Personne ne contestera l'importance des matières traitées par l'auteur. Elles sont d'un intérêt imminent pour notre âge, qui ne peut sans péril demeurer dans l'état de transition où nous le voyons se débattre; car le doute qui se prolonge est un présage de mort. La solution présentée par l'auteur a du moins l'avantage de concilier deux intérêts bien chers, deux idées que l'on n'abandonne point lorsqu'on leur a juré foi et hommage. Allez dire aux hommes placés en dehors du culte chrétien, mais qui se sont fait une religion du dévouement à l'humanité, qui se plaisent à voir dans l'avenir et à préparer dans le présent, l'alliance de sa dignité et de son bonheur, allez dire à ces

hommes qu'il faut immoler tous ces sentiments sur les autels du Christ, ils vous répondront: arrachez-nous les entrailles, mais ne nous proposez pas l'apostasie de nos saintes convictions. D'un autre côté, que l'on étale sous les yeux du chrétien, comme autrefois sous ceux de son divin maître, toute la pompe du monde, toutes les splendeurs de la civilisation, toutes les merveilles de la terre, à la condition d'y concentrer son cœur, le chrétien levera les yeux au ciel, et son esprit s'élancera vers la patrie invisible. Il opposera avec orgueil, à l'équivoque expérience de quelques années, dix-huit siècles de bienfaits et de gloire.

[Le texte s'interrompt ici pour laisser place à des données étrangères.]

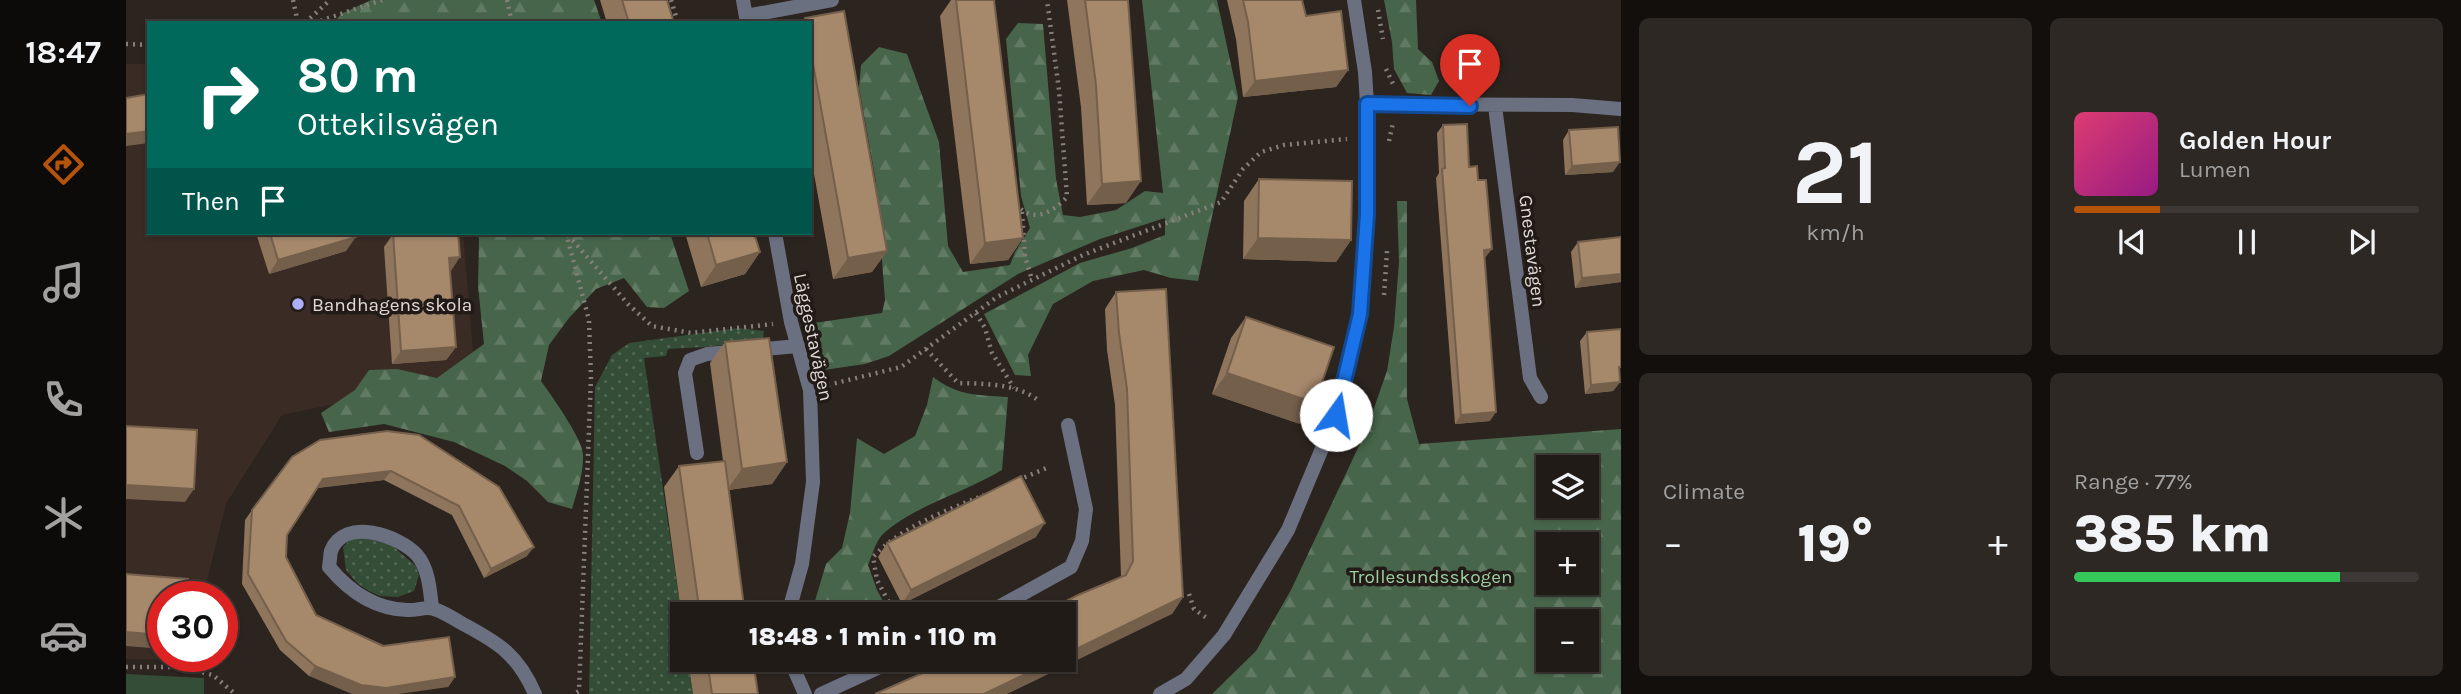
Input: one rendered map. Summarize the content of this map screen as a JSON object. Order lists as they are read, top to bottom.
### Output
{
  "streets": {
    "street": ["Gnestavägen", "Läggestavägen"]
  },
  "parks": ["Trollesundsskogen"],
  "places": ["Bandhagens skola"],
  "page": {
    "tabs": "18:47",
    "tile": [
      ["21", "km/h"],
      "Climate",
      ["Range · 77%", "385 km"]
    ],
    "turn": ["80 m", "Ottekilsvägen"],
    "song": ["Golden Hour", "Lumen"],
    "then": "Then",
    "map_buttons": ["+", "−"],
    "heat": ["−", "19°", "+"],
    "limit": "30",
    "trip": "18:48 · 1 min · 110 m"
  }
}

C'est donc une grande et noble pensée qui a inspiré l'auteur du Christianisme considéré dans les rapports avec la civilisation moderne. Il y aurait de la petitesse et de l'injustice à étendre sur une pareille production la règle étroite des partis, ou de reprocher à l'auteur quelques accents un peu belliqueux qui s'échappent parfois à travers ses idées et son langage: lorsque l'erreur s'est fait un trône dans l'opinion des hommes, ne faut-il pas au besoin combattre et renverser?

Toutefois, nous ne croyons pas, et cela n'est nullement désirable, que le point de vue de l'auteur soit admis sans contestation. L'harmonie complète, l'union indissoluble du Christianisme et de la civilisation moderne, paraît sans doute un résultat digne de tous les vœux. Mais lorsqu'un problème aussi grave est posé, l'on conçoit l'examen et la discussion; on en éprouve le besoin peut-être. Rendons justice au beau et consciencieux travail de M. Sénac, à la fermeté, à la grandeur de ses vues, à la franchise de ses attaques. Mais M. Sénac doit souhaiter lui-même qu'une polémique large et féconde s'engage sur ces hautes questions. Car c'est au temps à murir la vérité semée par la main de l'homme.

FR. HUET.

DE LA LÉGISLATION

SUR LA CONTRAINTE PAR CORPS.

PREMIER ARTICLE.

POUR pénétrer l'esprit d'une législation, il est souvent nécessaire d'en rechercher l'origine, la signification primitive. Les lois civiles et politiques se modifient avec les mœurs; sans le secours de l'histoire il serait difficile ou impossible d'en comprendre le sens et la portée. Il est des institutions que l'on considère comme nécessaires, parce qu'on les rencontre chez tous les peuples; on a perdu de vue leur but originaire; elles existent et on leur trouve des raisons d'existence; si l'on remontait à leur source, on serait étonné de voir, qu'elles se lient à un ordre de choses tout-à-fait différent de notre état social, et qu'elles sont en contradiction avec l'esprit, le droit public, les mœurs de notre époque.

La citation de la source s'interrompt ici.